Last night's Lost was great, but also sort of frustrating. You keep thinking Sayid is going to assert his independence and free will, but he never quite does. You just set him up and he goes the direction you want to go him in, until he runs into an obstacle. Even L.A. Sayid, who keeps refusing to unleash the dirty justice his brother wants him to, winds up doing it anyway. It felt like one of those fatalistic old gunfighter movies, where a gunslinger can't escape his nature, no matter how he tries.

I think Sayid lost me, as a character, when he became an assassin for Ben a couple years back. I never quite understood why he did that — sure, Ben told him that Widmore killed Nadia, but why would Sayid believe him? And then when Ben tells Sayid that he's finished, and he's killed everyone who needs killing, why is Sayid pissed instead of relieved? Why is he pissed at Ben for not wanting him to kill any more people? So pissed, in fact, that he shoots Ben as a little kid? It never quite made sense to me, and felt like the writers just wanted those things to happen, without thinking them through.

What's So Bad About Being A Pawn Anyway?S

In any case, Sayid is fully a pawn this time around. Dogen tells him to leave, so he's leaving. Except that now Dogen wants him to stab Smokey, so he does that instead. Smokey doesn't die, and instead he wants Sayid to go deliver a message to Dogen. So Sayid does that. Sayid doesn't seem evil, just easily led. At least, like I said, we see L.A. Sayid struggle against doing what his brother wants him to do, until Gangsta Keamy (!) forces his hand.

Of course, the island portions of last night's episode can be seen as Dogen struggling against his destiny — to be snuffed by Sayid. It seems like Dogen has known for a long time that he's doomed to be killed by this tainted candidate, and he's been trying strategem after futile stratagem to get out of it. First he tried to get Jack to poison him, and now he maneuvers Sayid into getting whacked by Smokey. He even takes a crack at killing Sayid himself — but he can't, because (say it with me) it's against the rules.

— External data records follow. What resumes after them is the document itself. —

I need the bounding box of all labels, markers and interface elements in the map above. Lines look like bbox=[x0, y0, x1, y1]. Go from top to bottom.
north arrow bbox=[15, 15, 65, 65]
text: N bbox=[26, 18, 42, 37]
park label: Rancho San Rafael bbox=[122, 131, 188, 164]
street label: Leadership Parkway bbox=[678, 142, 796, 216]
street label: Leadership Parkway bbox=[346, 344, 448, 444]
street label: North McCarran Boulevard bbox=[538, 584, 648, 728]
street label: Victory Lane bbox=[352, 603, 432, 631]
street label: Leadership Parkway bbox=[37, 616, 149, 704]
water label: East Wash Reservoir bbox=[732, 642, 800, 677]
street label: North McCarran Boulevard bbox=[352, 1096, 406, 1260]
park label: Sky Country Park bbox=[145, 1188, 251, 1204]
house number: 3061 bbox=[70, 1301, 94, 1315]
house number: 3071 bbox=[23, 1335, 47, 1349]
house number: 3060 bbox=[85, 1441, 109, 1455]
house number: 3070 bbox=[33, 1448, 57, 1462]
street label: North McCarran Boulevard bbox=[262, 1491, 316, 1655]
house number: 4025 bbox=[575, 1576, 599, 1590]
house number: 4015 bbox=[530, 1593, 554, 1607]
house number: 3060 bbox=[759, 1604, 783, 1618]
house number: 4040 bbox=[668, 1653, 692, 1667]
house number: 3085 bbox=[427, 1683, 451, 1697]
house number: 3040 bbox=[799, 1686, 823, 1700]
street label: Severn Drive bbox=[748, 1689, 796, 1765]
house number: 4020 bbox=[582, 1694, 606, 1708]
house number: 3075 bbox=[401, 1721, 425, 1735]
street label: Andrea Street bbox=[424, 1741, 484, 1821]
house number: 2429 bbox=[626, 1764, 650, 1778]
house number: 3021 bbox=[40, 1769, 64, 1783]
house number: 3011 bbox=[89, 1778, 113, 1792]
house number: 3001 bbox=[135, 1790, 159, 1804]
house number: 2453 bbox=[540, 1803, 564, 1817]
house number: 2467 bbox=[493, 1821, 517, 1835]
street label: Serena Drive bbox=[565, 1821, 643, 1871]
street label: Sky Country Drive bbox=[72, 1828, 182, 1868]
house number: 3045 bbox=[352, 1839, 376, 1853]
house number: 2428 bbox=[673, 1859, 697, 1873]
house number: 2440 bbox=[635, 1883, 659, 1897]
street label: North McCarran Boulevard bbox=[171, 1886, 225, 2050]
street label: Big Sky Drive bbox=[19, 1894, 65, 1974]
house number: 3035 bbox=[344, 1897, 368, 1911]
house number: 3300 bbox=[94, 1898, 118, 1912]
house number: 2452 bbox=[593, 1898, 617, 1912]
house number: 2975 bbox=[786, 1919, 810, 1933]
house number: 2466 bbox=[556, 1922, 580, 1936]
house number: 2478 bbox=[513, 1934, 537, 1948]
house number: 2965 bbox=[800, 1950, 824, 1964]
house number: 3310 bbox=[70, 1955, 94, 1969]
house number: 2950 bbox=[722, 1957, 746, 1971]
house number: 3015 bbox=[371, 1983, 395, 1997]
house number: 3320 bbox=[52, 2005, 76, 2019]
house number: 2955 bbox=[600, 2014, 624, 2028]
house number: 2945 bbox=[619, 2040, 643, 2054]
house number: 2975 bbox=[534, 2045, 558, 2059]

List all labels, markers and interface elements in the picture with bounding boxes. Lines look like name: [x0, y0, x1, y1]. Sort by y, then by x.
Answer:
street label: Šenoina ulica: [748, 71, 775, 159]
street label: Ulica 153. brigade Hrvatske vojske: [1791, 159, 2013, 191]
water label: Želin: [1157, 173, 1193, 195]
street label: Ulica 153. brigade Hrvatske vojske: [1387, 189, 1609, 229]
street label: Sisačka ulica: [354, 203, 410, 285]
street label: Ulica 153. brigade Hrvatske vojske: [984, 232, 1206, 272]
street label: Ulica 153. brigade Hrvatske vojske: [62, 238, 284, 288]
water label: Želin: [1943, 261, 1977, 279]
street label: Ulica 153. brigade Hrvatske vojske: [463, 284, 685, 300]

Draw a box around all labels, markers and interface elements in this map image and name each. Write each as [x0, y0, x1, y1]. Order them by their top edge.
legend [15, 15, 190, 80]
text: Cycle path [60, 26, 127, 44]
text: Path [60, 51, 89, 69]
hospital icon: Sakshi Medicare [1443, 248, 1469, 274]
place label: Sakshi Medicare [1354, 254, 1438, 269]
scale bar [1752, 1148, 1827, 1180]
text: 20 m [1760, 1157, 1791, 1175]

Actually, I think last night's episode gave us a huge, enormous clue to the nature of the "flash sideways" universe. Jacob told Dogen that if he went and lived on the island, his dead son would be alive again, but there's one catch — Dogen would never be able to see him again. (At least, not this Dogen.) We already saw last week that Dogen's son is alive and well in the L.A.-verse — what if that's what Jacob was referring to? And ditto, when Smokey tells Sayid that Nadia can be alive and well again, what if that's what he means?

What's So Bad About Being A Pawn Anyway?

In fact, I'm wondering if the L.A.-verse is the "real world" everywhere except for on the island. We haven't seen anyone leave the island or arrive from the outside world yet this season, and I'm wondering if there is an outside world any more, apart from the one where Flight 815 never crashed. If you did manage to leave the island, maybe you'd find yourself in the world where the other Sayid is hanging out with his beloved Nadia, except that the guilt-ridden ex-torturer talked her into marrying his brother?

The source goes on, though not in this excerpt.